» Work to complete: Go line by line through the entries and show those that hold the string "above".

(Saved data entries)
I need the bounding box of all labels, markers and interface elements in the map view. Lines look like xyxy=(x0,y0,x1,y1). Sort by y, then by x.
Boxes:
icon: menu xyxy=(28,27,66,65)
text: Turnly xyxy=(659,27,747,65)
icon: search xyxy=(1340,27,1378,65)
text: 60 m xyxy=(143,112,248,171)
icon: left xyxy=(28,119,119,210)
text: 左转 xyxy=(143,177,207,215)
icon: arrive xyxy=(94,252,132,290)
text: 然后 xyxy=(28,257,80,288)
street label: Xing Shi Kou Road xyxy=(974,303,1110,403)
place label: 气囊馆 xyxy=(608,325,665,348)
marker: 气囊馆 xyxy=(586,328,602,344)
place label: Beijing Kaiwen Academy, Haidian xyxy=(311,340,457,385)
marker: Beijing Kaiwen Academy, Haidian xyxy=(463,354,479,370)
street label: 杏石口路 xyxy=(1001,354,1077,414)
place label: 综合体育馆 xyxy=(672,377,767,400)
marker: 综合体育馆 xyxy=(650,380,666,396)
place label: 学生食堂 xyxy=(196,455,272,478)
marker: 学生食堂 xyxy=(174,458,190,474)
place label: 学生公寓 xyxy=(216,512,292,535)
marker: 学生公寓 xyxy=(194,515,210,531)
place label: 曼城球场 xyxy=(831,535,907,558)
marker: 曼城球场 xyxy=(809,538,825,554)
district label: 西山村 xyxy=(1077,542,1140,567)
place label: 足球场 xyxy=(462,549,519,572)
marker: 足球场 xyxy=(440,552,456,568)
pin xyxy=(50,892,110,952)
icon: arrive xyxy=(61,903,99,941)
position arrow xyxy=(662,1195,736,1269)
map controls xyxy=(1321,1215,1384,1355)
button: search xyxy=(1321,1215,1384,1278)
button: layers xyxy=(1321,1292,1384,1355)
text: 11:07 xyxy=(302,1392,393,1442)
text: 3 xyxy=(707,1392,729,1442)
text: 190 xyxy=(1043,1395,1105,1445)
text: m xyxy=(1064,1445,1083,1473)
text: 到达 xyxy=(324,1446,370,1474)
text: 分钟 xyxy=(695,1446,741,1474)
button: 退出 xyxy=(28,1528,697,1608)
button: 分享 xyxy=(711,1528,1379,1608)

* * *

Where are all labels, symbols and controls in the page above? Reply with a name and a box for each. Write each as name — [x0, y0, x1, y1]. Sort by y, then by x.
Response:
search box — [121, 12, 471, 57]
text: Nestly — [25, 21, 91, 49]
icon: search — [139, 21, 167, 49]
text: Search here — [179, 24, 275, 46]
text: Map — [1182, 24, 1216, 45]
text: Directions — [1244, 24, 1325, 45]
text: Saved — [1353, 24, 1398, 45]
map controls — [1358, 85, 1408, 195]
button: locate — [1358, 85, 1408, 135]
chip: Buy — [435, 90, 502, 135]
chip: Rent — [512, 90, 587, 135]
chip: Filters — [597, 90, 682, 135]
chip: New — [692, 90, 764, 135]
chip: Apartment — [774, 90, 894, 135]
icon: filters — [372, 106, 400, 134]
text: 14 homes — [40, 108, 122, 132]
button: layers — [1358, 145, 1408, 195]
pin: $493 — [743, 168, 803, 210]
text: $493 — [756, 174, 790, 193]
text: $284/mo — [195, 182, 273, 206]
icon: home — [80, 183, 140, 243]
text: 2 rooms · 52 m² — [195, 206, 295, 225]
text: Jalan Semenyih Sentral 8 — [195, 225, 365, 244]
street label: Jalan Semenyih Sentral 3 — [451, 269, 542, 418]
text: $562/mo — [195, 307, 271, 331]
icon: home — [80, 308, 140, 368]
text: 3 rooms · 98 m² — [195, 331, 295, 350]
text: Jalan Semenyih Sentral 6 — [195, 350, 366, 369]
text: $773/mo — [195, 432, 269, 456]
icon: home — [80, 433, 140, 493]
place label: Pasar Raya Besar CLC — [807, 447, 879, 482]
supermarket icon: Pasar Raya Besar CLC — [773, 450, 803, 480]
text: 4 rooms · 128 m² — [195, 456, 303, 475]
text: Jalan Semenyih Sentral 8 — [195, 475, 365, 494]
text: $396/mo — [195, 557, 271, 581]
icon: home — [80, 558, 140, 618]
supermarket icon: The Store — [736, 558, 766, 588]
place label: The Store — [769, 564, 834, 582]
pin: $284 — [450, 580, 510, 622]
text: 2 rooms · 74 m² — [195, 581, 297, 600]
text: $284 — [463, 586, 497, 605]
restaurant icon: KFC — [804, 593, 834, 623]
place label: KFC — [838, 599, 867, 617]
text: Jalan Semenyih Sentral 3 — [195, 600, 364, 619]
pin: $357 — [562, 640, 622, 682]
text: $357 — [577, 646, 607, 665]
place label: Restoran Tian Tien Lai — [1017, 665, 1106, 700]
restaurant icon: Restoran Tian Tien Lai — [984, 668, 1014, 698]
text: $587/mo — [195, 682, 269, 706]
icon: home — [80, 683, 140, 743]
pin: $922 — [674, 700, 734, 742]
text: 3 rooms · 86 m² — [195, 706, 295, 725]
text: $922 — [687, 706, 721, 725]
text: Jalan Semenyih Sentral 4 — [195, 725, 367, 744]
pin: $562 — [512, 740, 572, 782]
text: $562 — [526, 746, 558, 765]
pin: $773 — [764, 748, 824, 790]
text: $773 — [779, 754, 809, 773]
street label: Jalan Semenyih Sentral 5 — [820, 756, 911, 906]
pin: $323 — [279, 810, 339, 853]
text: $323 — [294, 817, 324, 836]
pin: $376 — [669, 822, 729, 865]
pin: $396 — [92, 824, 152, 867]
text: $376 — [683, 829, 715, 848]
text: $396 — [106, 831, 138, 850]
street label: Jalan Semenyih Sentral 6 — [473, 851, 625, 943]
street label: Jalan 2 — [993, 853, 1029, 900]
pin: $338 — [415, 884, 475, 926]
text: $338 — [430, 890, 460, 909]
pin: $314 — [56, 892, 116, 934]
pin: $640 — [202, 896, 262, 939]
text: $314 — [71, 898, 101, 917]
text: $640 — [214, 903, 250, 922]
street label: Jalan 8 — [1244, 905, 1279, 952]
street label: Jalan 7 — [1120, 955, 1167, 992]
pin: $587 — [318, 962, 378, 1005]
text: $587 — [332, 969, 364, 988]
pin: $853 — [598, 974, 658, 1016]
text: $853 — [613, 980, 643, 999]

--

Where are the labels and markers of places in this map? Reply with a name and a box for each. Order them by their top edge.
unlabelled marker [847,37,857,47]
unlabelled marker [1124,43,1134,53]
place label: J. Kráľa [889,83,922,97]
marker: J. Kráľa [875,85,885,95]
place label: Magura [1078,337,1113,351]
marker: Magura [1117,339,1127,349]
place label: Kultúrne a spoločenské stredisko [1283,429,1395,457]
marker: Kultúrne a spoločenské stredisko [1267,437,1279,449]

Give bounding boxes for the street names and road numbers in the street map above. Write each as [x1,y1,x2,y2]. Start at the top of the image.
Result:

» Expected output:
Where are all labels, symbols and controls in the page above? Reply with a name and a box for each. Write each as name — [x0, y0, x1, y1]. Sort by y, then by x.
Give bounding boxes for the street names and road numbers in the street map above. Write each as [x1,y1,x2,y2]. Start at the top of the image.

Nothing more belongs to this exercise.